Estes movimentos querem ser antipolíticos fazendo política e puxam o povo para a rua em contrapartida aos atores políticos que apenas em tempo de eleições se desdobram numa atitude forçada para saírem dos seus gabinetes e aparecerem junto do povo como se isso fosse a prática que sempre tiveram, quando é por demais reconhecido que apenas o faziam em período de campanha eleitoral. Partidos políticos do arco da governação e da oposição dita tradicional, que fazem parte da esfera do poder querem passar a ideia de que estão em sintonia com o povo competindo freneticamente para ver quem faz melhor com slogans esgotados e/ou reagindo a ideias e propostas alheias, apresentando-as com novas roupagens como sendo suas, e tentando promover uma conduta imaculada.


Hoje a direita através da comissão do PSD para a Reforma do Sistema Político e Eleitoral desafia os militantes do partido a enviarem os seus contributos para “construir um PSD 4.0  Sem se referir a medidas concretas, Pedro Rodrigues defende a introdução de "uma urgente reforma da lei eleitoral, de forma a potenciar a aproximação entre os eleitos e os eleitores”.


Os políticos dos partidos quando se encontram na oposição, assim como jornalistas e comentadores, pretendem convencer os potenciais eleitores de que quem está no Governo deve fazer uma política de proximidade e ter a capacidade de ubiquidade. Isto é, a proximidade presume a obrigação de os governantes parecerem próximos e terem a arte e a qualidade de estar ou ir a todo o lado. Como exemplo cito Assunção Cristas que criticou António Costa por não ter ido a Borba no caso do acidente da pedreira ou o desagrado de alguns quando o Presidente da República Marcelo não pode estar quando o convidam por tudo e por nada.


A democracia representativa não é antagónica com os vínculos sociais e políticos da proximidade, escutando os cidadãos e as suas preocupações e expectativas superando os efeitos do fosso entre eleitos e eleitores, privilegiando uma aproximação concreta, precisa às realidades da diferente posição dominante das tarefas do Estado. Não fazendo essa tentativa surgem movimentos manipulados e manipuladores que obrigam os políticos a ouvi-los.

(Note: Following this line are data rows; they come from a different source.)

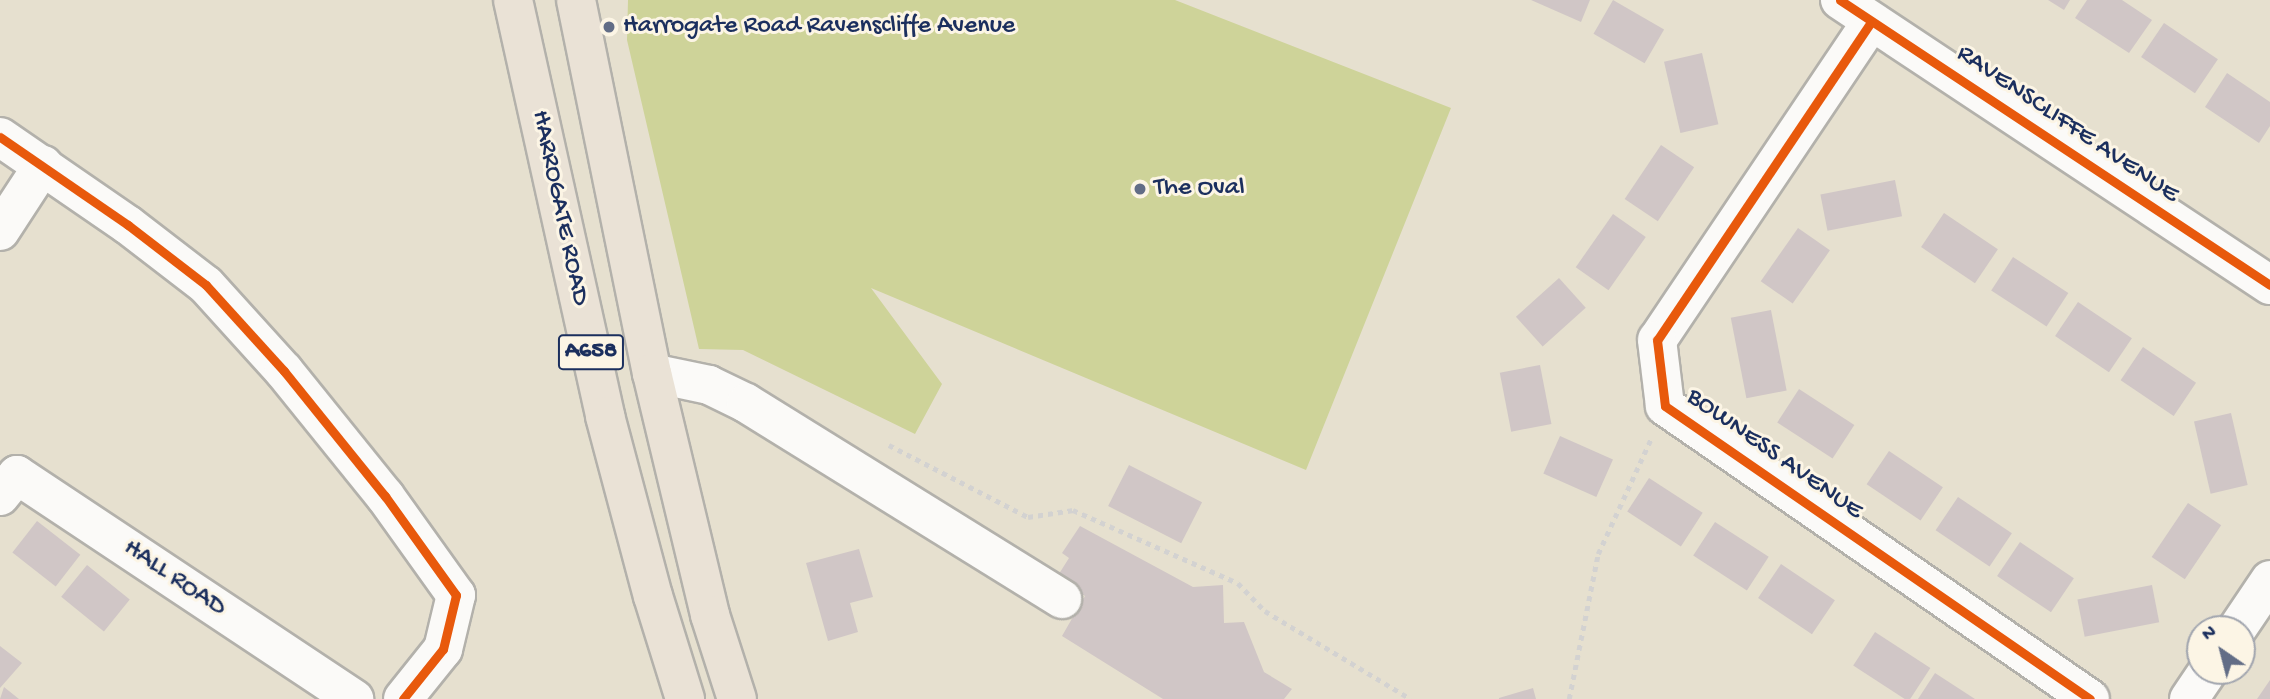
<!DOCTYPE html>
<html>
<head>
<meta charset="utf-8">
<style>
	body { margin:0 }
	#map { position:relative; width:2270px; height:699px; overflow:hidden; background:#e6e0cf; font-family:"Gochi Hand",sans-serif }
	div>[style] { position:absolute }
	.green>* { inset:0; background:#ced399 }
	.building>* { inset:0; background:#d0c6c6; transform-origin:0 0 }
	.path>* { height:4.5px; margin-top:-2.25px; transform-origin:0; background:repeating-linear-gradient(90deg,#d3d2d1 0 5px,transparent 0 10px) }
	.roads { filter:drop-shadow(2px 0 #b3b1ab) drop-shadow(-2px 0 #b3b1ab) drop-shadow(0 2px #b3b1ab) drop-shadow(0 -2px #b3b1ab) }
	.minor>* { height:38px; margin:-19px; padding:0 19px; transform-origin:19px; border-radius:19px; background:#fbfaf8 }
	.highway>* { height:38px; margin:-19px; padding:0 19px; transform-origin:19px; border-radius:19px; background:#eae2d6 }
	.cycleway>* { height:9px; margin:-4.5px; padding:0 4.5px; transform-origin:4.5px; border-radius:4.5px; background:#e8590c }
	.dots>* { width:19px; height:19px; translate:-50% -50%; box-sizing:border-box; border:4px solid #fcf5e5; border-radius:50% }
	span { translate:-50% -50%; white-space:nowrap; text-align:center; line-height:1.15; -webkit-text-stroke:6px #fcf5e5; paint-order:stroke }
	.shield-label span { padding:2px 5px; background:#fcf5e5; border:2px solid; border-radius:5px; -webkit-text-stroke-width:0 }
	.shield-label { font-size:24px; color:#1b2f5e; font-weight:700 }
	.poi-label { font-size:26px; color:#1b2f5e }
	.left { translate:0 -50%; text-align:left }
	.street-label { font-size:26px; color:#1b2f5e }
	.north { position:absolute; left:2186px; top:615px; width:70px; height:70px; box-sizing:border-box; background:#fcf5e5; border:2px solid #a2a6af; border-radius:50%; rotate:325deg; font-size:19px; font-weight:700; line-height:28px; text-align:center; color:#1b2f5e }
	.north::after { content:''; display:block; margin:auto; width:24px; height:32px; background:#626d86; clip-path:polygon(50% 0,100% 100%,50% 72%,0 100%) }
</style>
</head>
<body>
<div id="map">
	<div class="green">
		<i style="clip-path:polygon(628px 0,1175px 0,1451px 108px,1306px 470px,871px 288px,942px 384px,915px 434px,743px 350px,699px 349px,627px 40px)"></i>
	</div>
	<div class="building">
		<i style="clip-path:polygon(1531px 0,1590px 0,1581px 22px)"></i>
		<i style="left:1613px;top:0;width:59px;height:39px;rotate:30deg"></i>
		<i style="clip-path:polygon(2048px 0,2070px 0,2064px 10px)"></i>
		<i style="clip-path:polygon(2087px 0,2122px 0,2152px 20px,2129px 53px,2075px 18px)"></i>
		<i style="left:2164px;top:23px;width:65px;height:41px;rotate:34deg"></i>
		<i style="left:1702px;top:53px;width:73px;height:39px;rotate:77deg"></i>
		<i style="clip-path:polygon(2227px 73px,2270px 102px,2270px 126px,2259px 143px,2205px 107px)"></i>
		<i style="left:1661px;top:145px;width:40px;height:65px;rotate:34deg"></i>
		<i style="left:1895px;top:180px;width:37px;height:76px;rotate:79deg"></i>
		<i style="left:1944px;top:213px;width:65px;height:41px;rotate:34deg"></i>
		<i style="left:1613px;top:214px;width:40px;height:65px;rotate:35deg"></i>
		<i style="left:1798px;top:228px;width:39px;height:65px;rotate:35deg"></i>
		<i style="left:2013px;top:257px;width:66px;height:40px;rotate:33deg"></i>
		<i style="left:1559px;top:278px;width:40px;height:58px;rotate:48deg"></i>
		<i style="left:2078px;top:302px;width:65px;height:41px;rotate:34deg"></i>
		<i style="left:1771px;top:310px;width:82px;height:41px;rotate:79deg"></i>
		<i style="left:2143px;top:347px;width:64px;height:40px;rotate:34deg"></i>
		<i style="left:1540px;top:365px;width:60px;height:41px;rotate:79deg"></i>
		<i style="left:1799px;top:389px;width:66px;height:40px;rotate:33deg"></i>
		<i style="left:2231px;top:413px;width:74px;height:38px;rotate:77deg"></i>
		<i style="left:1560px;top:436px;width:58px;height:41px;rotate:24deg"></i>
		<i style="left:1889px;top:451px;width:65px;height:40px;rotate:34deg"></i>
		<i style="left:1129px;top:465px;width:82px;height:46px;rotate:27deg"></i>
		<i style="left:1649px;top:478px;width:64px;height:40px;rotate:33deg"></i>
		<i style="left:1958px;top:497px;width:65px;height:40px;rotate:34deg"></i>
		<i style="left:2188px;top:503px;width:40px;height:65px;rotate:34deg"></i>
		<i style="left:37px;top:521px;width:55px;height:40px;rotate:38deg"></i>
		<i style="left:1715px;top:522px;width:64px;height:40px;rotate:33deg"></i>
		<i style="clip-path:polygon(1080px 526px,1193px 587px,1223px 585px,1224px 623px,1244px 622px,1264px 672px,1292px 689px,1284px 699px,1163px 699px,1062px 636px,1085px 596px,1057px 577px,1069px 558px,1062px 553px)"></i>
		<i style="left:2020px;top:542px;width:65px;height:41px;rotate:34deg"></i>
		<i style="clip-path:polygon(859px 549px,873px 597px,850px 603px,858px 632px,828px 641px,806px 563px)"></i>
		<i style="left:1781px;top:564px;width:65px;height:41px;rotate:34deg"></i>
		<i style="left:87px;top:565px;width:55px;height:41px;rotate:39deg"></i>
		<i style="left:2152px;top:585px;width:38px;height:76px;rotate:79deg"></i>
		<i style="left:1875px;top:632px;width:66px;height:40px;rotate:33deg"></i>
		<i style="clip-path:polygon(0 646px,22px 663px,0 688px)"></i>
		<i style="clip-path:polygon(1935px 673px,1975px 699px,1918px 699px)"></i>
		<i style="clip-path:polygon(2270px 680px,2270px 699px,2257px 699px)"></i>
		<i style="clip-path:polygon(4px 687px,19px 699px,0 699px)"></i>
		<i style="clip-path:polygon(1533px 688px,1536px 699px,1499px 699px,1499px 698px)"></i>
	</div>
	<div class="path">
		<i style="left:889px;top:445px;width:157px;rotate:27.4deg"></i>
		<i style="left:1028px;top:517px;width:46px;rotate:-8.8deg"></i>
		<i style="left:1073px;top:510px;width:180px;rotate:23.9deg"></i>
		<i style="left:1238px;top:583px;width:39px;rotate:46deg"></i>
		<i style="left:1265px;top:611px;width:170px;rotate:31.1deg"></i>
		<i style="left:1569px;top:699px;width:148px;rotate:-78.7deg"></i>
		<i style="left:1598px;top:554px;width:127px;rotate:-65.3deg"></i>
	</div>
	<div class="roads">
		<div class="minor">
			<i style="left:1840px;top:0;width:516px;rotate:33.54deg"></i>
			<i style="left:1871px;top:22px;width:383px;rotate:123.9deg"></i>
			<i style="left:1657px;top:340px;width:66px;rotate:83.1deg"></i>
			<i style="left:1665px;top:406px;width:516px;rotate:34.58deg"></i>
			<i style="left:0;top:137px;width:155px;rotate:34.5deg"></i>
			<i style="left:128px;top:225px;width:98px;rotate:37.6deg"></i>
			<i style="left:206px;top:285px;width:116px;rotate:47.8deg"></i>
			<i style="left:284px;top:371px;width:161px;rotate:51.1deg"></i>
			<i style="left:385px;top:496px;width:122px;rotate:54.4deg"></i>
			<i style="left:456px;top:595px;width:56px;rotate:103.5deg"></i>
			<i style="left:443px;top:649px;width:64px;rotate:128.7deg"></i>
			<i style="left:0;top:231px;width:79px;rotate:-56.9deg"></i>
			<i style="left:652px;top:373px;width:58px;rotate:11.9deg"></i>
			<i style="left:709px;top:385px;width:41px;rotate:25.9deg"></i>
			<i style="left:746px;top:403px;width:372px;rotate:31.8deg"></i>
			<i style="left:0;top:496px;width:27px;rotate:-51deg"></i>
			<i style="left:17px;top:475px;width:405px;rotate:33.6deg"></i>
			<i style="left:2237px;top:629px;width:59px;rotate:-56deg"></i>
			<i style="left:2189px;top:699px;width:34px;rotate:-56deg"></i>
		</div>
		<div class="highway">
			<i style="left:513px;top:0;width:426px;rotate:77.5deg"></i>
			<i style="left:605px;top:416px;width:186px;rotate:75.1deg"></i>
			<i style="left:653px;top:596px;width:108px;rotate:72.7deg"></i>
			<i style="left:576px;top:0;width:381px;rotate:78.5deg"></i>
			<i style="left:652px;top:373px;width:249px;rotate:76.5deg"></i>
			<i style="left:710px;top:615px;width:88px;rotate:72.2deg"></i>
		</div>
	</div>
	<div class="cycleway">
		<i style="left:1840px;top:0;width:516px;rotate:33.54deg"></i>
		<i style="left:1871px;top:22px;width:383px;rotate:123.9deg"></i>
		<i style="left:1657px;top:340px;width:66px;rotate:83.1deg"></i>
		<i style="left:1665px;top:406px;width:516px;rotate:34.58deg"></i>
		<i style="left:0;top:137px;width:155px;rotate:34.5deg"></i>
		<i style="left:128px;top:225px;width:98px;rotate:37.6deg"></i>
		<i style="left:206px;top:285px;width:116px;rotate:47.8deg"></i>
		<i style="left:284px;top:371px;width:161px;rotate:51.1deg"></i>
		<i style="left:385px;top:496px;width:122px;rotate:54.4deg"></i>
		<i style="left:456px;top:595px;width:56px;rotate:103.5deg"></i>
		<i style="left:443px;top:649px;width:64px;rotate:128.7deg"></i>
	</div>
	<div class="dots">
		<i style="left:609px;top:27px;background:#626d86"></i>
		<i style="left:1140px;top:189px;background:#626d86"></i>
	</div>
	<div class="shield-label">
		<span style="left:591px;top:352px">A658</span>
	</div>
	<div class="poi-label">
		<span class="left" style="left:623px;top:27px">Harrogate Road Ravenscliffe Avenue</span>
		<span class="left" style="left:1154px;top:189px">The Oval</span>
	</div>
	<div class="street-label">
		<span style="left:2067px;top:125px;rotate:34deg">RAVENSCLIFFE AVENUE</span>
		<span style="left:559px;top:208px;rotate:78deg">HARROGATE ROAD</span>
		<span style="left:1774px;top:455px;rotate:35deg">BOWNESS AVENUE</span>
		<span style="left:174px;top:579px;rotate:34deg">HALL ROAD</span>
	</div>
	<div class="north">N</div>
</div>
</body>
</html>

A distância entre os governantes e o povo foi encurtada com o acesso às redes sociais. Os governantes quando pretendem enviar mensagens ao momento não contam já com os órgãos de comunicação que tardam por horas ou dias a divulgar a informação. As redes sociais são mais rápidas e as mensagens podem ser acedidas em qualquer hora ou lugar através de um simples telemóvel no momento em que foi colocada. Não é por acaso que líderes de governos usam e abusam da sua utilização com as mais diversas finalidades. É o caso do Presidente Trump nos EUA que faz política através de curtos comunicados, por vezes com verdades distorcidas ou até meias verdades que induzem falsas conclusões.


As redes socais passaram a ser “territórios” de proximidade e de exibicionismos político como é o caso de Trump EUA que abusa do Twitter como uma espécie de ferramenta para fazer truques de ilusão da sua política. Através destes meios a opinião pública pode ser manipulada, mesmo sem ser através das “fake news”. Com a proximidade através das redes sociais há a possibilidade de encenação.


Com as redes sociais passou a existir uma ligação íntima entre conversas e publicações informais, próprios das comunidades reais e virtuais, e a capacidade de auto governação de grandes grupos sociais sem a necessidade de monarcas ou ditadores e que passaram a fazer parte da esfera pública isto é, o domínio da vida social onde se forma a opinião pública. Há ainda porções da esfera pública quando as pessoas se reúnem para falar e para tratar de diversas questões de interesse geral sem estarem sujeitos a constrangimentos por estar garantida a sua liberdade de reunião e expressão de ideias.


Mesmo sem a proximidade ilusória das redes socias a proximidade real é também artificial, tem muito de encenação, traduzindo-se numa impressão de proximidade produzida pelas estratégias dos partidos. Mais uma vez recorro ao exemplo da líder do CDS/PP, Assunção Cristas, que faz por aparecer em teatros de operações, nomeadamente de tragédia, fazendo confundir proximidade com notoriedade e visibilidade nos que os órgãos de comunicação ajudam a construir. Produz-se assim um efeito de proximidade que é uma encenação de falsa familiaridade sobretudo a partir do momento em que ela pode ser produzida através dos meios de comunicação.